- [Your objective] Copy out, from the data, each line containing the string "shadow".

- [Data supplied]
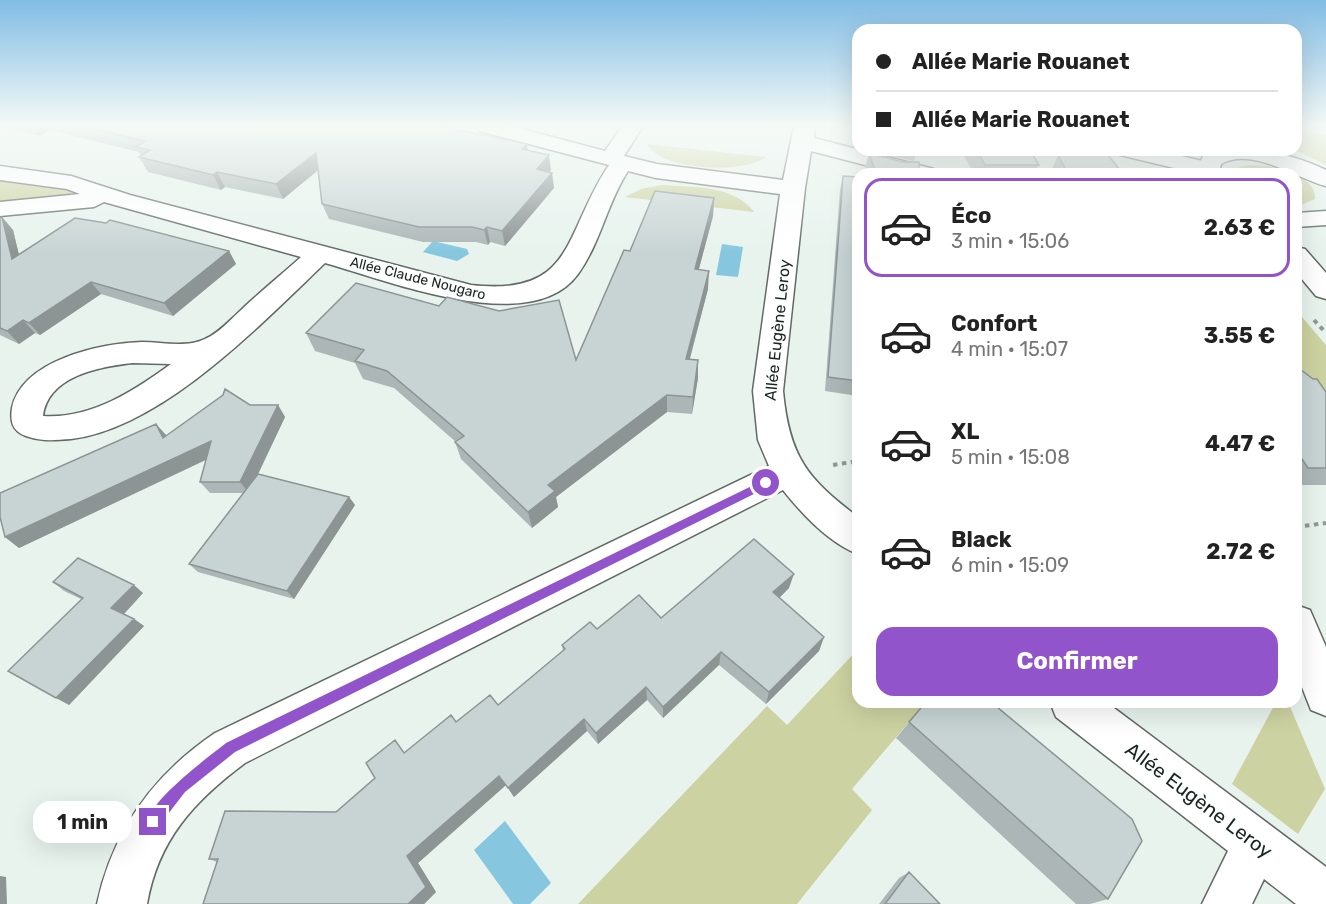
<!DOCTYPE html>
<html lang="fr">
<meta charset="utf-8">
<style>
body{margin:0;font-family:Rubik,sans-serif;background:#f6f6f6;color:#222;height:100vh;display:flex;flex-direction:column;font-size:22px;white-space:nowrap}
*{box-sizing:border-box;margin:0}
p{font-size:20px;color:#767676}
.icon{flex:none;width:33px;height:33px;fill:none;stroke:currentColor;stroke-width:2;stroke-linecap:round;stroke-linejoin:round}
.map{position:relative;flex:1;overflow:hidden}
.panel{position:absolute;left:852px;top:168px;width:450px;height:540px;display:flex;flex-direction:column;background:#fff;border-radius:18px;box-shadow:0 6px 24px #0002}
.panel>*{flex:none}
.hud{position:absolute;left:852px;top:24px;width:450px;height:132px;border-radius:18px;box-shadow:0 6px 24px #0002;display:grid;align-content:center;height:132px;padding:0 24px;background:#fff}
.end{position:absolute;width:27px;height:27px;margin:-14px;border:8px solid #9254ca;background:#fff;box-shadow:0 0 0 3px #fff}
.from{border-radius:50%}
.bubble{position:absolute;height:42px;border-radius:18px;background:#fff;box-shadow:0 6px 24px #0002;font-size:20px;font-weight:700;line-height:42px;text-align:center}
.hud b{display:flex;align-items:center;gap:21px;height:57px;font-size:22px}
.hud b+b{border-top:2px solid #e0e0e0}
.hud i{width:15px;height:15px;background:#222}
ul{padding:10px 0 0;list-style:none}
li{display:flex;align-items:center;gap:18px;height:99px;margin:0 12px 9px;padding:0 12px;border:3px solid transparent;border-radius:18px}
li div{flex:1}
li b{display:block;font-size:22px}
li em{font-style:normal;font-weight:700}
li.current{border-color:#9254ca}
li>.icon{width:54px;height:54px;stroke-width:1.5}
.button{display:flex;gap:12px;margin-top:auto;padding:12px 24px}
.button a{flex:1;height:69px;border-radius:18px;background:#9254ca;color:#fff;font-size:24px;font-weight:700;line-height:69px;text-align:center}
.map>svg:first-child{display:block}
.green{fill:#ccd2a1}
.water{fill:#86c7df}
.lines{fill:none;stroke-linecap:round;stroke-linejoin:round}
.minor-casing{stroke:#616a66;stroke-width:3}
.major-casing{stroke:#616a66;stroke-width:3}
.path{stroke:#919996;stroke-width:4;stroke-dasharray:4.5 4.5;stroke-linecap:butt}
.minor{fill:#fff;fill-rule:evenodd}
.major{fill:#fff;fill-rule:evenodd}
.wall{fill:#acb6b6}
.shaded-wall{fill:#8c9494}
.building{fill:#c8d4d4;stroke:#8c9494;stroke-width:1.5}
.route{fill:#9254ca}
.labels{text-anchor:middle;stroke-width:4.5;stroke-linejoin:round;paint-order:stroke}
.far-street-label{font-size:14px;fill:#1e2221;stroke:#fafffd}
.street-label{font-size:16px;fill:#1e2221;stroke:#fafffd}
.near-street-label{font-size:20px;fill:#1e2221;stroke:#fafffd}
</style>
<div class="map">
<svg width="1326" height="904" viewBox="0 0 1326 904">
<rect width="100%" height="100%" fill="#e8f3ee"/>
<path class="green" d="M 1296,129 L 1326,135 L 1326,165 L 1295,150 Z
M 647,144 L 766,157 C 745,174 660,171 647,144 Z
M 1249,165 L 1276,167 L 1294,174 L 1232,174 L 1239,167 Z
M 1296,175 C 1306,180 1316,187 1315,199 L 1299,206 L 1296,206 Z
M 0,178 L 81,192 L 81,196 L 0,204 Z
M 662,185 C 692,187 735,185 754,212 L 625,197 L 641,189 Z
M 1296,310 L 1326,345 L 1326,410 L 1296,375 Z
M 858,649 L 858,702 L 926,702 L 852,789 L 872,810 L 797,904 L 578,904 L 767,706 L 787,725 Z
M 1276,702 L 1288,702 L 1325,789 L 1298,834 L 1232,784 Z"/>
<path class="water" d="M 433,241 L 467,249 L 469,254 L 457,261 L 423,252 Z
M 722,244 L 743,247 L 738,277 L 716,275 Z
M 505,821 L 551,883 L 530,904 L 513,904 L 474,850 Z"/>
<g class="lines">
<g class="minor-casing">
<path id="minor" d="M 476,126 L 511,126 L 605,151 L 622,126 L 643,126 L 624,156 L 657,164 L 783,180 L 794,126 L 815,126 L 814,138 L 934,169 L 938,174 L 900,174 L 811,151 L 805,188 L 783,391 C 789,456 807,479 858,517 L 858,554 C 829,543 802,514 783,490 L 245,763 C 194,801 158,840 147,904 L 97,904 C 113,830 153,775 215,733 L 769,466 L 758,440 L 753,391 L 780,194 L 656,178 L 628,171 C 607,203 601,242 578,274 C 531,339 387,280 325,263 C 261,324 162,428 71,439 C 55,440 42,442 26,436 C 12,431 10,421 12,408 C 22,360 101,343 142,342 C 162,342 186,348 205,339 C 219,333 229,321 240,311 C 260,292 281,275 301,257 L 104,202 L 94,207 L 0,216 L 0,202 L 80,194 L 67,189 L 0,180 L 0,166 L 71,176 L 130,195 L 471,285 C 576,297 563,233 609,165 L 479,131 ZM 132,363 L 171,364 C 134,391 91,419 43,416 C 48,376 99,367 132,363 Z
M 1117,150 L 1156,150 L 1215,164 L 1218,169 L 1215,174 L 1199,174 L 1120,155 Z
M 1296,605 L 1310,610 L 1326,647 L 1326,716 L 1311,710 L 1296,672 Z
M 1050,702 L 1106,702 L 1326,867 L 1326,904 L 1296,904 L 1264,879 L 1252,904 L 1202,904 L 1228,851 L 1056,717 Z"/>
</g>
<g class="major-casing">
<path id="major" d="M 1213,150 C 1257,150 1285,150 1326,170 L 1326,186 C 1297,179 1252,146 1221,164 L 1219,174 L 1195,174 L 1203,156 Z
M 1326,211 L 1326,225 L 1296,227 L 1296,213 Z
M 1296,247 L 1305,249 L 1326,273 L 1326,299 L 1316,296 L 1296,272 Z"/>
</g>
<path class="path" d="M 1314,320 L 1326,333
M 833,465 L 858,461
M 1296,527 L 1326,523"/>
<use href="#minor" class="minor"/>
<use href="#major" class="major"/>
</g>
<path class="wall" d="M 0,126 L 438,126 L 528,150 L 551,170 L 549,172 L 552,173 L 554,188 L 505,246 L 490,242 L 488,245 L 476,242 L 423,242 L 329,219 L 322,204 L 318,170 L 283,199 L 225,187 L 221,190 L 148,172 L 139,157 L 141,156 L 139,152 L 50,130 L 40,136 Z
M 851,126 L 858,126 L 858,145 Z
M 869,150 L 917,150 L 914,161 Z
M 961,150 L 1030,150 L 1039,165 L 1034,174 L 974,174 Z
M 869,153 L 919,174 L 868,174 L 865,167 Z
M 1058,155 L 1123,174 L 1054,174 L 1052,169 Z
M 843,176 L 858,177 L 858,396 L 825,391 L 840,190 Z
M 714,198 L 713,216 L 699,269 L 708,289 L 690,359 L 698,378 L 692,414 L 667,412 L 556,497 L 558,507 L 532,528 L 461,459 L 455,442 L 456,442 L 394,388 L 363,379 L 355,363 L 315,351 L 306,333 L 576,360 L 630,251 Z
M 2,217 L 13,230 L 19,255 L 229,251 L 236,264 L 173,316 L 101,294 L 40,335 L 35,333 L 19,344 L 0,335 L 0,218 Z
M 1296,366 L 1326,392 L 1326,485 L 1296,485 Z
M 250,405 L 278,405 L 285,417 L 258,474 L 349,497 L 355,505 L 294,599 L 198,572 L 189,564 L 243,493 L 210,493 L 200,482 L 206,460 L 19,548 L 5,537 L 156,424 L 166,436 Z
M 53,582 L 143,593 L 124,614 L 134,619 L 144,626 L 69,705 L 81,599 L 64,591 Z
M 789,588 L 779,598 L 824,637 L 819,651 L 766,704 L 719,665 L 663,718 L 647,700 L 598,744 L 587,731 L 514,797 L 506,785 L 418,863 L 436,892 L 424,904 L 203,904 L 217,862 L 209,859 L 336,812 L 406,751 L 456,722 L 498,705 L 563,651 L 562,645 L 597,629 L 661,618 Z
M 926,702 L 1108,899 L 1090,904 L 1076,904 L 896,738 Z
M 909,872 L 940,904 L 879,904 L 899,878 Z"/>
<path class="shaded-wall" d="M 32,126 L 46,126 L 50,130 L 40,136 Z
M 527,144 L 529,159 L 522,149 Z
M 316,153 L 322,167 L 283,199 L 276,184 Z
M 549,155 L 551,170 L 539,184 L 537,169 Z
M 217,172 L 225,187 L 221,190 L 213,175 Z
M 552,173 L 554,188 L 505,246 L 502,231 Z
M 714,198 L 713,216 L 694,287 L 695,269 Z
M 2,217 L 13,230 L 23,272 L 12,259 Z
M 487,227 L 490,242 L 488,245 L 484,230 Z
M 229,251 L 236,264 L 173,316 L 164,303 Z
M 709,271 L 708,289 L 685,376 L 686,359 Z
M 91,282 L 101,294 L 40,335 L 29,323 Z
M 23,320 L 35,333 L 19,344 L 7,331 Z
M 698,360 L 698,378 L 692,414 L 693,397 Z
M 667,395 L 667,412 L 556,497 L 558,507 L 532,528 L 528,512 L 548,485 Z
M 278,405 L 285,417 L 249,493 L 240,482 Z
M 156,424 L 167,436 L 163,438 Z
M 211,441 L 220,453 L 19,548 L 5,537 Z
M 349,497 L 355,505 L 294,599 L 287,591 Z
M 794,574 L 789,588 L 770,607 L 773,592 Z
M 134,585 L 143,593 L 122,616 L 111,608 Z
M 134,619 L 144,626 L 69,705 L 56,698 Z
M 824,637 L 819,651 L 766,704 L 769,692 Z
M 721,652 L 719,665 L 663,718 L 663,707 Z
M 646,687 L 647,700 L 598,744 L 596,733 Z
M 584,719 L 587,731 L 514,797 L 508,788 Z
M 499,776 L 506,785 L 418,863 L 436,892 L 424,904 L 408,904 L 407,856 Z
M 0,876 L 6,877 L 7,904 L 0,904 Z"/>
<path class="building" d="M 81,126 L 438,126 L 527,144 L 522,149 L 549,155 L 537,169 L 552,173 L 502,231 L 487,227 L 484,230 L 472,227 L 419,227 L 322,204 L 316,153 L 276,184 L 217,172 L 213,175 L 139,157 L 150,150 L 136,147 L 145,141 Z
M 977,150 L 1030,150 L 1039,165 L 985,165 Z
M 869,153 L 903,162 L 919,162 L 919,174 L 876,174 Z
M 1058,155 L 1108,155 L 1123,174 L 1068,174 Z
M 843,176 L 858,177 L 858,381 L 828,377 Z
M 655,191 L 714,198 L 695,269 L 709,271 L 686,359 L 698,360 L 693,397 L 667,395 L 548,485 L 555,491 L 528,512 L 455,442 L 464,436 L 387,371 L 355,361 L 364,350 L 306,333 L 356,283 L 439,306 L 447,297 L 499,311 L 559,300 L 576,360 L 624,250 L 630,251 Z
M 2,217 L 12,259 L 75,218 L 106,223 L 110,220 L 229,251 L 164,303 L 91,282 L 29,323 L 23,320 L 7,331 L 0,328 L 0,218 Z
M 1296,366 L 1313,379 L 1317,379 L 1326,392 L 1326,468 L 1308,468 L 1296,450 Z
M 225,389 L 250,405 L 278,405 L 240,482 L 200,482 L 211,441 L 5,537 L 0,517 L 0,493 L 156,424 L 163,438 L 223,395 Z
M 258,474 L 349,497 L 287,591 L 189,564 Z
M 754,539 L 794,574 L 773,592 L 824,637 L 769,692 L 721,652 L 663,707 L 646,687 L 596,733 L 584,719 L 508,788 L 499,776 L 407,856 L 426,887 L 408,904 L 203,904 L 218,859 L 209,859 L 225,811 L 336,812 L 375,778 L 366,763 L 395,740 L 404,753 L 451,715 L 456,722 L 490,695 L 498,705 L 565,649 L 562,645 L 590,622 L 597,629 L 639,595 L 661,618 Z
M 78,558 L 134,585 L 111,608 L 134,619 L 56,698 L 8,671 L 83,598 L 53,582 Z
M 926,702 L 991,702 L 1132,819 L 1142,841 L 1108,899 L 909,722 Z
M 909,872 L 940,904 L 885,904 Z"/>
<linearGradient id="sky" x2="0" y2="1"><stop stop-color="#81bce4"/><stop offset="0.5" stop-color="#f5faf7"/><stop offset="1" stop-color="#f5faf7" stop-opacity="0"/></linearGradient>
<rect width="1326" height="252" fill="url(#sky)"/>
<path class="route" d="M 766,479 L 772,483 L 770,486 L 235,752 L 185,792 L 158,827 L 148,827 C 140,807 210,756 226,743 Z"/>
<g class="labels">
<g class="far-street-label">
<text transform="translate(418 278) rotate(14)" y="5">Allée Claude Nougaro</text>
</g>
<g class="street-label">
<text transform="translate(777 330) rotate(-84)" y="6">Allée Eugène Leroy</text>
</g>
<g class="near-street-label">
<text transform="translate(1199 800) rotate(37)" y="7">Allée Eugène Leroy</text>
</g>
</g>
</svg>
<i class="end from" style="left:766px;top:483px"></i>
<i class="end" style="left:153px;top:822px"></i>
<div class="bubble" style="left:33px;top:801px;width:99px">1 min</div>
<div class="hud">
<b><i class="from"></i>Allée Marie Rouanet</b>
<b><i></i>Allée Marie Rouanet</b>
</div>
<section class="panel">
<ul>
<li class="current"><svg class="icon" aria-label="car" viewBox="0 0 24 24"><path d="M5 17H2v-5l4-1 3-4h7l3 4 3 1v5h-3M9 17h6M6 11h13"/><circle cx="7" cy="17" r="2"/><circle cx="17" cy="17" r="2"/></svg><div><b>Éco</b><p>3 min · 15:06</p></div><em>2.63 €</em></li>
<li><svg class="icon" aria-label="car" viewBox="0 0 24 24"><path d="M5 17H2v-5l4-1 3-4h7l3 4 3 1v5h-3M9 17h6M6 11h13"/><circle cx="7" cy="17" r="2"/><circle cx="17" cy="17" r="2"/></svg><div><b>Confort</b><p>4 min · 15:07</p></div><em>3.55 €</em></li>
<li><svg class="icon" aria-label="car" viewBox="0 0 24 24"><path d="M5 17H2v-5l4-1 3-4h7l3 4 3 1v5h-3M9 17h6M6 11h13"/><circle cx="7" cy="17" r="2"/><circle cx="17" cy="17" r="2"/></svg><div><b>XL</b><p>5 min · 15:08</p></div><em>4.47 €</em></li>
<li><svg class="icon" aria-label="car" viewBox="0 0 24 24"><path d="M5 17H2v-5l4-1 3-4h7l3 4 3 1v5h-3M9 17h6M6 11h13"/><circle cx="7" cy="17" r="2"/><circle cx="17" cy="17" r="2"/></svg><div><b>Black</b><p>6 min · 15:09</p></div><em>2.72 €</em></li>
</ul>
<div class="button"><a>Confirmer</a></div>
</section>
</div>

- [Expected output]
.panel{position:absolute;left:852px;top:168px;width:450px;height:540px;display:flex;flex-direction:column;background:#fff;border-radius:18px;box-shadow:0 6px 24px #0002}
.hud{position:absolute;left:852px;top:24px;width:450px;height:132px;border-radius:18px;box-shadow:0 6px 24px #0002;display:grid;align-content:center;height:132px;padding:0 24px;background:#fff}
.end{position:absolute;width:27px;height:27px;margin:-14px;border:8px solid #9254ca;background:#fff;box-shadow:0 0 0 3px #fff}
.bubble{position:absolute;height:42px;border-radius:18px;background:#fff;box-shadow:0 6px 24px #0002;font-size:20px;font-weight:700;line-height:42px;text-align:center}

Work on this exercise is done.